[Python-3000] u'text' as an alias for 'text'?
mwm at mired.org
Thu Mar 20 23:02:39 CET 2008
On Thu, 20 Mar 2008 20:51:04 +0100
"Lennart Regebro" <regebro at gmail.com> wrote:
> In many other cases, this is not how code is developed. Both within
> larger organisations and within large communities like Zope and Plone
> (and I suspect the same is true for communities such as Turbogears and
> Django), many people are instead working on the same code base at the
> same time.
> So, there are many people working on the same large set of modules.
> All are using direct svn checkouts, because during development of
> their product/site they need a module and they discover bugs or add
> features to this module.
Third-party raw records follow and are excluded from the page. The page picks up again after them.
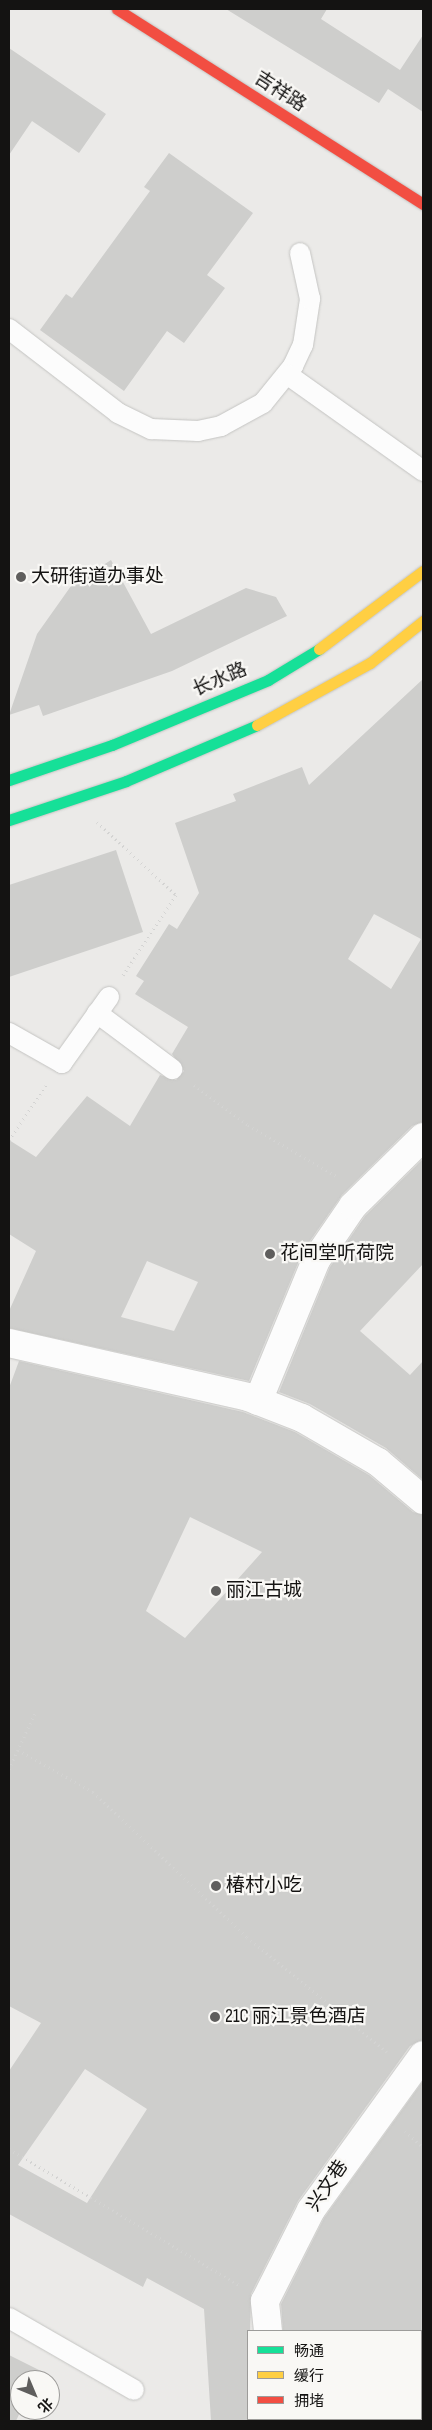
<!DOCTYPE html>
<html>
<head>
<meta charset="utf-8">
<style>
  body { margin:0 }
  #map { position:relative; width:432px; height:2430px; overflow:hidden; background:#ebeae8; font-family:"Sofia Sans Condensed","Noto Sans SC",sans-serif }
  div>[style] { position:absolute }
  .building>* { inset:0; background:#cececc }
  .path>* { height:3px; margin-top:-1.5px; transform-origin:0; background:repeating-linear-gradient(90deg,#d3d3d2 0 1px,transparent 0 5px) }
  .roads { filter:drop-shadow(0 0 1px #c4c4c2) drop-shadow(0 0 1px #c4c4c2) }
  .lane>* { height:20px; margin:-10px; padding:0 10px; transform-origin:10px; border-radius:10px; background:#fcfcfc }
  .street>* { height:28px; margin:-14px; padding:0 14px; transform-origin:14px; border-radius:14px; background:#fcfcfc }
  .fast>* { height:11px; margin:-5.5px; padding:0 5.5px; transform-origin:5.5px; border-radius:5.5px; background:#16e098 }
  .slow>* { height:11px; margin:-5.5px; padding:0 5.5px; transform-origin:5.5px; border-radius:5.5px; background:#ffcf43 }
  .jam>* { height:11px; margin:-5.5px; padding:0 5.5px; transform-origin:5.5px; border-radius:5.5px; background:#f24e42 }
  .dots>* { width:14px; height:14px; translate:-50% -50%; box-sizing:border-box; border:2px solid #f9f8f5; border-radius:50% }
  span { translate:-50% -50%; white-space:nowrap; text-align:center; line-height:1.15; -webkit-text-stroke:4.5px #f9f8f5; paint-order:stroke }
  .street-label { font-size:19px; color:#141312 }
  .poi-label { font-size:19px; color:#141312 }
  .left { translate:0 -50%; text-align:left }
  .frame { position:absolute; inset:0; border:10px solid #141312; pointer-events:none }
  .legend { position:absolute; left:247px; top:2330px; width:175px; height:90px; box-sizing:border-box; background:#f9f8f5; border:1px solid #9d9c9a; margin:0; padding:6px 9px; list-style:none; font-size:15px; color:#141312 }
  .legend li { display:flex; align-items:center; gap:10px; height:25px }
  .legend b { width:25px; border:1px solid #9d9c9a }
  .north { position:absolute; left:10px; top:2370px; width:50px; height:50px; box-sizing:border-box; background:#f9f8f5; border:1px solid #9d9c9a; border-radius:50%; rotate:135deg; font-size:14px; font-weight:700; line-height:20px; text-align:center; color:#141312 }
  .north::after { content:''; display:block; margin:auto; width:18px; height:22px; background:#5f5e5d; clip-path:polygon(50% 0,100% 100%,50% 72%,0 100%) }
</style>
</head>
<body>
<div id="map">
  <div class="building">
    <i style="clip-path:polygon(226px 9px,327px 9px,321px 19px,400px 70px,423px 35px,423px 112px,388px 89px,379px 103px)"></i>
    <i style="clip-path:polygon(9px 48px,106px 114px,79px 153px,32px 121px,9px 155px)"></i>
    <i style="clip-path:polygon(169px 153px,253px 213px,207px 275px,225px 288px,184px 343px,167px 331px,124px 391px,40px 330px,66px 294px,72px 298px,150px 191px,144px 187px)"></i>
    <i style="clip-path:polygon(111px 560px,151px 634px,246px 588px,276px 597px,287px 616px,172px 671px,43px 716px,39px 705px,9px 715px,37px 634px,71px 586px)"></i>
    <i style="clip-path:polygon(evenodd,423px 679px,423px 1122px,412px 1126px,342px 1195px,303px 1251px,249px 1381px,9px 1328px,9px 1311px,36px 1251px,9px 1234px,9px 1140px,36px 1157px,87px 1096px,130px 1126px,160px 1075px,176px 1080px,184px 1071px,172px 1054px,188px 1027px,135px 994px,144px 981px,136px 976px,169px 924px,177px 929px,199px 893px,175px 823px,236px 801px,233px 794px,302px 767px,309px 785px,423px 679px,374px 914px,421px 939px,391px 989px,348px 959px,374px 914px,423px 679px,147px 1261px,198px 1282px,174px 1331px,121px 1317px,147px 1261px)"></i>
    <i style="clip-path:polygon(116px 850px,143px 932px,9px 977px,9px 885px)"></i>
    <i style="clip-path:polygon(423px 1159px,423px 1264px,360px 1331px,410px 1375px,423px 1361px,423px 1480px,386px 1448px,310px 1404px,279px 1392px,330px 1267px,365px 1216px)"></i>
    <i style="clip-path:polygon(evenodd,19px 1361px,243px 1412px,295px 1432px,369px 1475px,413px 1512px,423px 1515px,423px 2040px,410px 2046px,298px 2201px,251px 2294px,248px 2421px,211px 2421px,204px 2309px,147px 2278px,143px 2287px,9px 2214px,9px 2071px,41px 2023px,9px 2006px,9px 1388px,19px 1361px,190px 1517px,262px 1552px,185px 1638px,146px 1611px,190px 1517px,19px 1361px,85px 2069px,147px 2109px,87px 2203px,18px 2165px,85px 2069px)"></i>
    <i style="clip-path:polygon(423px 2081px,423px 2331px,283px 2331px,281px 2304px,324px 2218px)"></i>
    <i style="clip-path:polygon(9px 2355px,41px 2371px,36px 2380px,20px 2380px,21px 2410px,16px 2421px,9px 2421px)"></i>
  </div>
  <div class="path">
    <i style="left:97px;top:822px;width:108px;rotate:42.7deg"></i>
    <i style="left:176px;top:895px;width:96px;rotate:123.5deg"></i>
    <i style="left:194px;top:1085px;width:67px;rotate:36.5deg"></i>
    <i style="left:248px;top:1125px;width:104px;rotate:30deg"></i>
    <i style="left:9px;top:1140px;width:68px;rotate:-55.8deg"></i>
    <i style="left:18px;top:1750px;width:86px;rotate:29.2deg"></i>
    <i style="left:93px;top:1792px;width:212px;rotate:43.3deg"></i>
    <i style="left:247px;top:1937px;width:181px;rotate:39.4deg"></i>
    <i style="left:9px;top:1769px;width:62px;rotate:-65.1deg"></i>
    <i style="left:405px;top:2131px;width:24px;rotate:42deg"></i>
    <i style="left:9px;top:2149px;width:267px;rotate:30.6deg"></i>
  </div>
  <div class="roads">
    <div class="lane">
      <i style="left:9px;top:329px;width:138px;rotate:37.6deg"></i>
      <i style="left:118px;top:413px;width:37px;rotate:26deg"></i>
      <i style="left:151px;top:429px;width:47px;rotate:2.4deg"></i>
      <i style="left:198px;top:431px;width:24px;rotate:-12deg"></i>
      <i style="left:221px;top:426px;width:48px;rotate:-28.7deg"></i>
      <i style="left:263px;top:403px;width:48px;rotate:-51deg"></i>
      <i style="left:293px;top:366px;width:23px;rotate:-65deg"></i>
      <i style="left:303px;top:345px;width:47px;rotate:-81.3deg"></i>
      <i style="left:310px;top:299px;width:47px;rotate:-102.3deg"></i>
      <i style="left:288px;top:375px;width:166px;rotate:35.4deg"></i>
      <i style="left:97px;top:1013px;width:94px;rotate:36.7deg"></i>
      <i style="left:9px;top:1033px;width:61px;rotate:29.5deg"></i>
      <i style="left:62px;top:1063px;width:81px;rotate:-54.5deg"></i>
      <i style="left:9px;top:2318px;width:144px;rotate:29.9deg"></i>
    </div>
    <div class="street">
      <i style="left:9px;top:1343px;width:245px;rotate:12.7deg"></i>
      <i style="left:248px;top:1397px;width:58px;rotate:21.3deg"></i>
      <i style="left:302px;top:1418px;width:88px;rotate:30.1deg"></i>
      <i style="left:378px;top:1462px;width:59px;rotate:40.2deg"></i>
      <i style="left:258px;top:1401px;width:152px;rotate:-67.6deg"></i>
      <i style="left:316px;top:1260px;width:65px;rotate:-55.6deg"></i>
      <i style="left:353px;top:1206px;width:98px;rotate:-44.6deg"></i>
      <i style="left:268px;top:2331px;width:30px;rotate:-96deg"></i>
      <i style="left:265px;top:2301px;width:102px;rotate:-63.2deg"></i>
      <i style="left:311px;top:2210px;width:191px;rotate:-54.1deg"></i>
      <i style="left:277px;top:2419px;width:2px;rotate:90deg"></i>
    </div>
    <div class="fast">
      <i style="left:9px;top:780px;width:109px;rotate:-18.8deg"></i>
      <i style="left:112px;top:745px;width:169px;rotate:-22.6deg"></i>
      <i style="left:268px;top:680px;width:60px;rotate:-31.3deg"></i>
      <i style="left:9px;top:820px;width:123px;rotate:-18.4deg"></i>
      <i style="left:126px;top:781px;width:142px;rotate:-23.1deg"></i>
    </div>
    <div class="slow">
      <i style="left:319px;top:649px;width:130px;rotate:-36.9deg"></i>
      <i style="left:257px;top:725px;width:129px;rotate:-28.8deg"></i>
      <i style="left:370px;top:663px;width:68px;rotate:-38.4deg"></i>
    </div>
    <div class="jam">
      <i style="left:117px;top:9px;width:363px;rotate:32.5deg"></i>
    </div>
  </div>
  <div class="dots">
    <i style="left:21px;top:577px;background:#5f5e5d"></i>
    <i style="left:270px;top:1254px;background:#5f5e5d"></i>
    <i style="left:216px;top:1591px;background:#5f5e5d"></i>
    <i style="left:216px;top:1886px;background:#5f5e5d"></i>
    <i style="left:215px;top:2017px;background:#5f5e5d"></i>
  </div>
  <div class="street-label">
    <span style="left:280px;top:92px;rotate:33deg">吉祥路</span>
    <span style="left:220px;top:680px;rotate:-23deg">长水路</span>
    <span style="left:328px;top:2186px;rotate:-56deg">兴文巷</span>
  </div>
  <div class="poi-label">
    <span class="left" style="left:31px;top:577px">大研街道办事处</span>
    <span class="left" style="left:280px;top:1254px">花间堂听荷院</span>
    <span class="left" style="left:226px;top:1591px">丽江古城</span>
    <span class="left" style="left:226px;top:1886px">椿村小吃</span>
    <span class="left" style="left:225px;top:2017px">21C 丽江景色酒店</span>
  </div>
  <div class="frame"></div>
  <ul class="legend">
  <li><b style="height:6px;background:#16e098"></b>畅通</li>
  <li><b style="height:6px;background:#ffcf43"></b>缓行</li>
  <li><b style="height:6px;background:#f24e42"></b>拥堵</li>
  </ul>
  <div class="north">北</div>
</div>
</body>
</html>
They also have wildly varying experience
> levels and python knowledge.
> Either all of these people and modules need to switch to 3.0 at the
> same time, which is unrealistic
Fair enough. But doesn't 2.5->2.6 present the same problem? After all,
you can't start using 2.6 features until everyone is using it, right?
Given that a simultaneous conversion is unrealistic, you clearly
expect to have some people running on 2.6 while others are running on
> The 2to3 strategy in that case means that everybody that wants to
> go over to 3.0 needs to have two complete development environments for
> every instance of the software that they need. Basically, for every
> website they develop, they would need one instance that runs under 2.6
> and one under 3.0.
Why? Once you've got your web site working on 3.0, what's the point of
keeping the 2.6 web site around? Yes, you need to keep the 2.6 *code*
around, but that's a different issue, dealt with below. In
particular, what about 3.0 would makes you want to keep a 2.6 version
of the web site that doesn't apply to keeping a 2.5 version of the web
site when the world is split between 2.5 and 2.6 and you're on 2.6?
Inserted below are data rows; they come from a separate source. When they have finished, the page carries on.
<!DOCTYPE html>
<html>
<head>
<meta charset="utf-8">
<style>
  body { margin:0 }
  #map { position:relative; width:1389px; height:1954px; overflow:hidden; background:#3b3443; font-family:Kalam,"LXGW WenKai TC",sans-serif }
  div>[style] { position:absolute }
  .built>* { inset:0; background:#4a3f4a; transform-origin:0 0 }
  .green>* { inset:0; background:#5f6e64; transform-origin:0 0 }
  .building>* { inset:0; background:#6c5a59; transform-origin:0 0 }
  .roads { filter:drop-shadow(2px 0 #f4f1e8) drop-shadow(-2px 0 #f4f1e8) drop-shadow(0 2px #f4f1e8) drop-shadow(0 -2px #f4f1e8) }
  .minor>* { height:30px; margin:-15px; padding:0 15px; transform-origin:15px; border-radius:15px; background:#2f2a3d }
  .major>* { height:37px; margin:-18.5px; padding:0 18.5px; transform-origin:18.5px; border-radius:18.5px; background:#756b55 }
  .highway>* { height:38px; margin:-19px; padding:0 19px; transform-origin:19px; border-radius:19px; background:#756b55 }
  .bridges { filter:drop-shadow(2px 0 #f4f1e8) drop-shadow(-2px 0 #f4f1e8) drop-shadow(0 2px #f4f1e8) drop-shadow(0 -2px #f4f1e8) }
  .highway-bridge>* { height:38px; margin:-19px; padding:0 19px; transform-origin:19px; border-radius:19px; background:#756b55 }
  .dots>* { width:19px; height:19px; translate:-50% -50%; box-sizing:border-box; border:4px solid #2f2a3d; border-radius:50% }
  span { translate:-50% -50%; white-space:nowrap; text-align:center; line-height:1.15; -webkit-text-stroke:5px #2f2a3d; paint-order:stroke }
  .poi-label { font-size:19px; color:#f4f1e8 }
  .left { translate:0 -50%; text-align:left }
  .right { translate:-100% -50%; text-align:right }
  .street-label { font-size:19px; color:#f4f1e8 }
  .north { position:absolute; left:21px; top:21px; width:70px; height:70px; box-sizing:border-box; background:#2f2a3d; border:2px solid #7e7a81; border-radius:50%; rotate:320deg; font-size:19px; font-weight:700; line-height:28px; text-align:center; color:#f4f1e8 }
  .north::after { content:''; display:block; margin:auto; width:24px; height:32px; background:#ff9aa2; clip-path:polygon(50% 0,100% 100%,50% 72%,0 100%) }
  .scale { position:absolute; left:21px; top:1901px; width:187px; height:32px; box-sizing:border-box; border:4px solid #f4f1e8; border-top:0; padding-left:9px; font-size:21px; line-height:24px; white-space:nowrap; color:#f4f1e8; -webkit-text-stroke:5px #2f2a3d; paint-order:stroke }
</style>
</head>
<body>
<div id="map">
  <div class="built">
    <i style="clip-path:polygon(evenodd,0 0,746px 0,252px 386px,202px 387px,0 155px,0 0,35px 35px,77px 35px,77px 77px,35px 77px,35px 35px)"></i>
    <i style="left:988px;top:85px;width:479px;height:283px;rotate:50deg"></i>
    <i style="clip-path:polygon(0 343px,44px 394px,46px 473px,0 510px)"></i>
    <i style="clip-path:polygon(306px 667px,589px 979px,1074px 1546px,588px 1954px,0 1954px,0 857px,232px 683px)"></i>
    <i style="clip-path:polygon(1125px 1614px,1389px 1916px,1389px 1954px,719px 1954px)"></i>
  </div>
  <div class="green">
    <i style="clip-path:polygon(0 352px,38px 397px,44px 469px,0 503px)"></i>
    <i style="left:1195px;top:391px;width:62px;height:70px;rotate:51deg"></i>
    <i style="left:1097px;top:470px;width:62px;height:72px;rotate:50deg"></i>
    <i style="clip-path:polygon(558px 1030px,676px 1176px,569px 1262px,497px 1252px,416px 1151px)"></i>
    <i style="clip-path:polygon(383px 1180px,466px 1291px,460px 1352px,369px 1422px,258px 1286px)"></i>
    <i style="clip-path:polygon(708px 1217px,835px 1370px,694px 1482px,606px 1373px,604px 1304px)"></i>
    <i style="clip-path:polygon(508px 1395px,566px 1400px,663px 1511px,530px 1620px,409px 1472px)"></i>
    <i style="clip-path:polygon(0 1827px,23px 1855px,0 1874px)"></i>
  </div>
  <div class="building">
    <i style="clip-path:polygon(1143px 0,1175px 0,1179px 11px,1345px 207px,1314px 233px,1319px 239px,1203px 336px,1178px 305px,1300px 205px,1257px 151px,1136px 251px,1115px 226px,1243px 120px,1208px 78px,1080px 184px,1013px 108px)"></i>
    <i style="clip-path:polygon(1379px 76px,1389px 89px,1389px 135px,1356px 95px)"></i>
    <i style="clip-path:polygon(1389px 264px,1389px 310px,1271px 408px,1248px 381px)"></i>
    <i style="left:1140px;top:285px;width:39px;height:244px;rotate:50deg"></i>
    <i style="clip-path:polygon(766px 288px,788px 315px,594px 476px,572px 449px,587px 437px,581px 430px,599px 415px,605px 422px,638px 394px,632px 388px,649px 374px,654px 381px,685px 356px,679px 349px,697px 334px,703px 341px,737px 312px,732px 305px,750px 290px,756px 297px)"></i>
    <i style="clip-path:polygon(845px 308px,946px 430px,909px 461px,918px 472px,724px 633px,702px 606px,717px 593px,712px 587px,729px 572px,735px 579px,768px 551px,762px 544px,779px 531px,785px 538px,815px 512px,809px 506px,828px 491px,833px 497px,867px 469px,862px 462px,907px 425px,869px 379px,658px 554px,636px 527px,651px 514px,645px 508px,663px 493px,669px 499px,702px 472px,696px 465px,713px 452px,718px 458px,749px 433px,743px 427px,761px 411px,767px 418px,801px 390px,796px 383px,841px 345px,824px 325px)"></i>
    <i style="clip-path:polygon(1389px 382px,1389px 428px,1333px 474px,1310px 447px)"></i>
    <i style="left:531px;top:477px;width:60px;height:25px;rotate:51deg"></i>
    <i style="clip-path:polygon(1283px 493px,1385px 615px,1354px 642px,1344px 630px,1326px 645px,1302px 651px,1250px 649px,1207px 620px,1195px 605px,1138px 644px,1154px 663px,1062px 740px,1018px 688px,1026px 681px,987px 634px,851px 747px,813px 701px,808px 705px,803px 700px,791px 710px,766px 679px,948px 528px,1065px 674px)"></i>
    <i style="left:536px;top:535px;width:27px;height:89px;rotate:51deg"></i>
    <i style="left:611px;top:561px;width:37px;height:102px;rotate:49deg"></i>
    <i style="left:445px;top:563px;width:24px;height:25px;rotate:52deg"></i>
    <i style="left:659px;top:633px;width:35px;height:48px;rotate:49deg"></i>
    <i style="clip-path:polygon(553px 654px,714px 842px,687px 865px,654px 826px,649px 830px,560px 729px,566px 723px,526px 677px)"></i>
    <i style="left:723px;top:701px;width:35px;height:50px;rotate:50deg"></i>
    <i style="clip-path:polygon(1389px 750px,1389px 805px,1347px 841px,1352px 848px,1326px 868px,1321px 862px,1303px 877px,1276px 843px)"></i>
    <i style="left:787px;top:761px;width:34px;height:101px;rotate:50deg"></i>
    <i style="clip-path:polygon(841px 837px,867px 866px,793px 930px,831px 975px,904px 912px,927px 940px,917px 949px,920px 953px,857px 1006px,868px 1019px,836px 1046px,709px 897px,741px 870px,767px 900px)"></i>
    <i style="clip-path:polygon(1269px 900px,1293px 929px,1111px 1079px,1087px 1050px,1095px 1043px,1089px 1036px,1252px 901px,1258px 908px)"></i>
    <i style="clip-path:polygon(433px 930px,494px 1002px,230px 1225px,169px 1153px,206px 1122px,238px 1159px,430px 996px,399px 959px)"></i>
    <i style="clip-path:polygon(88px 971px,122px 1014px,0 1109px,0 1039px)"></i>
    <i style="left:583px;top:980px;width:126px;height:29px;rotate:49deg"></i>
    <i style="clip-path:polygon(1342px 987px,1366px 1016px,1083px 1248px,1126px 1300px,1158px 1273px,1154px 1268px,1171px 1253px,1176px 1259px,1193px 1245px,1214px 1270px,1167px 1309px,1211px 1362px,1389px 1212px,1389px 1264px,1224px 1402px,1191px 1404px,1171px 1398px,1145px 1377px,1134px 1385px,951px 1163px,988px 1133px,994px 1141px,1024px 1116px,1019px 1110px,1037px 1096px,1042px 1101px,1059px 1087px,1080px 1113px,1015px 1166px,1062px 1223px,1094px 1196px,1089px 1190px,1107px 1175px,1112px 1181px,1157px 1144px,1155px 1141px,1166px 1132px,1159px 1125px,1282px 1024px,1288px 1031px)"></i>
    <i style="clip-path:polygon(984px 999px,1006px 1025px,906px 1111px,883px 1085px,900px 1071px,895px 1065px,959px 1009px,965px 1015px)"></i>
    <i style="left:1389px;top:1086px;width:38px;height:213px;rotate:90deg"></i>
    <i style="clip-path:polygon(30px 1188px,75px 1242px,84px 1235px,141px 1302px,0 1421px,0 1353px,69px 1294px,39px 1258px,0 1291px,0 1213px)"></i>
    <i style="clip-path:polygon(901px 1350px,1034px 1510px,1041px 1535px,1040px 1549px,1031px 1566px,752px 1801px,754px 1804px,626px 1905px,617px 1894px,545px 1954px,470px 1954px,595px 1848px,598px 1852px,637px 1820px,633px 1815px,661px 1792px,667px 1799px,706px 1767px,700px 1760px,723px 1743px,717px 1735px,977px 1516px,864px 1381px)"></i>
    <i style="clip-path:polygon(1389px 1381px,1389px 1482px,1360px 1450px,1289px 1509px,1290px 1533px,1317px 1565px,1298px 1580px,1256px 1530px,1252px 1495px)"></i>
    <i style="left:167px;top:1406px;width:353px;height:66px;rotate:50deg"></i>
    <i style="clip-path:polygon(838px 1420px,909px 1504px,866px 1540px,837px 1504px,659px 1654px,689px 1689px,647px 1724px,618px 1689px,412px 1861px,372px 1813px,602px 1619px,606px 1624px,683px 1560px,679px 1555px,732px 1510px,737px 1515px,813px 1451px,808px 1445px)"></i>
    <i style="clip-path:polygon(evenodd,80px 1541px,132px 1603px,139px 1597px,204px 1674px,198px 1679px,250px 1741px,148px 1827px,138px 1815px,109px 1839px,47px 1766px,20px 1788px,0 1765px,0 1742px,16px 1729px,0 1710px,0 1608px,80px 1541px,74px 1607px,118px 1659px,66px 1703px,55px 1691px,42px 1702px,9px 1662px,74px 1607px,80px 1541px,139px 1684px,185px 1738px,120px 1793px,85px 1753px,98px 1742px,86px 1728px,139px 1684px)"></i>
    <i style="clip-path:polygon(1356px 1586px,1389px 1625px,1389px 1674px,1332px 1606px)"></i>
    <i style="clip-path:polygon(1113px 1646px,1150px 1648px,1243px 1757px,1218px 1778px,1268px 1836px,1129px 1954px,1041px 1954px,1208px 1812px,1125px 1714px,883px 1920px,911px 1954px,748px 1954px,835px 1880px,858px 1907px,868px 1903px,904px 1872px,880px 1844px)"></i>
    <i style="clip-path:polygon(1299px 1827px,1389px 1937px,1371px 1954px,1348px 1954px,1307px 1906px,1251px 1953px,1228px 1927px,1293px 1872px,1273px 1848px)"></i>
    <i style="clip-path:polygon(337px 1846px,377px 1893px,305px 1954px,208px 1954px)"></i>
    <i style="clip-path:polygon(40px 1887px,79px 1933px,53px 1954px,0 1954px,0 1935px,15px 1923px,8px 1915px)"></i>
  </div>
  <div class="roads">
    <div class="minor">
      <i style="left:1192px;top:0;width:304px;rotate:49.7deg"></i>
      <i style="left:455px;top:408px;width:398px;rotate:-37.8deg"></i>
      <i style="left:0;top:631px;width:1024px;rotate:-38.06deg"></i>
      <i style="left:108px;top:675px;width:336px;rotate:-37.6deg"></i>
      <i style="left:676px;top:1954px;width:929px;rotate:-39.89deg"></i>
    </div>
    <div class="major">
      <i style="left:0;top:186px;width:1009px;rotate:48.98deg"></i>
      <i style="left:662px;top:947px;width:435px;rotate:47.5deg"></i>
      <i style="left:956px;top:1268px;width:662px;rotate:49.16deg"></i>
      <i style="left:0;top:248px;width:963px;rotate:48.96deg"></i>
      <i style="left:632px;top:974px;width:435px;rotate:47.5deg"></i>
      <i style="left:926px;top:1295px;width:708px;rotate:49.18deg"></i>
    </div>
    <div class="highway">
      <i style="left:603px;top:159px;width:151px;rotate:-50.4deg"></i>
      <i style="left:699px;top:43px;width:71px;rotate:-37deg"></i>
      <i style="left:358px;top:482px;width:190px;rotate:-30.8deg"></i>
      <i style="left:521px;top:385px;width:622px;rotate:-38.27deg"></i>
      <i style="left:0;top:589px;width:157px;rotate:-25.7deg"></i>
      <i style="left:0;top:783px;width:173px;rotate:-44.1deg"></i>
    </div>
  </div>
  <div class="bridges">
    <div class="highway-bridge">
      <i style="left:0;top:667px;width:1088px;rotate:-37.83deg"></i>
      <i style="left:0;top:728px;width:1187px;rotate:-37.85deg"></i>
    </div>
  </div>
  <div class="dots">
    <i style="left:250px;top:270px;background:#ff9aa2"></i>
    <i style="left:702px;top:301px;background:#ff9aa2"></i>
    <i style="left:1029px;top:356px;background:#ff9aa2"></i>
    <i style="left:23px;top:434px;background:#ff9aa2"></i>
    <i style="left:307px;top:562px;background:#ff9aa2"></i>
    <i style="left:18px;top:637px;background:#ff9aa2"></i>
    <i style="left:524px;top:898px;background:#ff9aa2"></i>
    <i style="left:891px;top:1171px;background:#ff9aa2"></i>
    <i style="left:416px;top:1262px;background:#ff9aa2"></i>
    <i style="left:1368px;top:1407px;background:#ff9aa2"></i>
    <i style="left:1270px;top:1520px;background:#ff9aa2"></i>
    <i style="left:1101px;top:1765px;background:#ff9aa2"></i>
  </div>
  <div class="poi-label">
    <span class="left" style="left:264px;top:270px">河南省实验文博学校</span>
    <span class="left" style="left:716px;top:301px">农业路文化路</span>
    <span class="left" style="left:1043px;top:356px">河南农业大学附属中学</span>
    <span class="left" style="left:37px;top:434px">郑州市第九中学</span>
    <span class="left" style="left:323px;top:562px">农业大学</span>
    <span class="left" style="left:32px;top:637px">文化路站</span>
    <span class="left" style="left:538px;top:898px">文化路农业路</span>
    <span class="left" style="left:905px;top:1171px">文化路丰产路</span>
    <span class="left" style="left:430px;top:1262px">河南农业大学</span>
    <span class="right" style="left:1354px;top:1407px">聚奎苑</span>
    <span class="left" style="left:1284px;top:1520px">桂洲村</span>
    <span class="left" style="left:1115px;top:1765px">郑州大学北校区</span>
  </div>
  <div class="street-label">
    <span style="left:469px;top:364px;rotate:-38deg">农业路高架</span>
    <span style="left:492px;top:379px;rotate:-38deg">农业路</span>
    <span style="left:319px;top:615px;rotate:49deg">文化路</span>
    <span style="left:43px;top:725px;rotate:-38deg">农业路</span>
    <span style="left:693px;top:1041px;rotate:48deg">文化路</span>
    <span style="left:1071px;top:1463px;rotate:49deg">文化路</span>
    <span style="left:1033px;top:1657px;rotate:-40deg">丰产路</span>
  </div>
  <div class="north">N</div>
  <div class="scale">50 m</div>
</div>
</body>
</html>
> This even though most of the code developed only would run under 3.0
> or 2.6, as it's custom for that particular website. The developer
> would then have to check out the 2.6 code in the 2.6 site, change it
> there, and test the change, and then run 2to3 copying over the code
> to the 3.0 instance, and test it there. Basically, any sort of code
> change, no matter how minor, requires a "change -> test -> copy ->
> 2to3 -> test" dance, instead of the normal "change -> test". This
> doubles the effort of making any change.
Why the insistence on checking it on the 2.6 site? That only makes
sense if you're actually going to have it, and you haven't provided a
reason for doing so.
Sure, you don't want to check in code that breaks someones web site
who's still running on 2.6, but you can't test on their web
site. Hopefully, you have some application-specific tests that you
expect people to run to prevent that from happening, but those by
their very nature are going to be independent of any given users web
And, once you split between 2.6 and 3.0, you'll want to add -3 to the
package tests to minimize breaking things for those on 3.0 when people
who aren't on 3.0 yet check them in.
Given that a more realistic original model is:
change -> application tests -> install? -> web site tests -> checkin
(or maybe you do the two tests in the opposite order.)
then someone on 3.0 with a 2.6/3.0 split would do:
change -> application tests -> install w/2to3 -> web site tests -> checkin
(with only one web site, there's no need to copy to test on the second
> And since testing on the
> web often means testing with some sort of browser (zope.testbrowser
> or Selenium or the like) this means restarting a webserver before
> running the tests. Running tests this was often takes a significant
True, but it's only worse if you actually keep both versions
around. The package testing should be sufficient for the 2.6 code you
checked in? Nuts, this is better than the 2.5/2.6 split, as you know
the code checked in passed the 2.6 package tests, as you pretty much
said that those running 2.6 won't be running the tests with 2.5.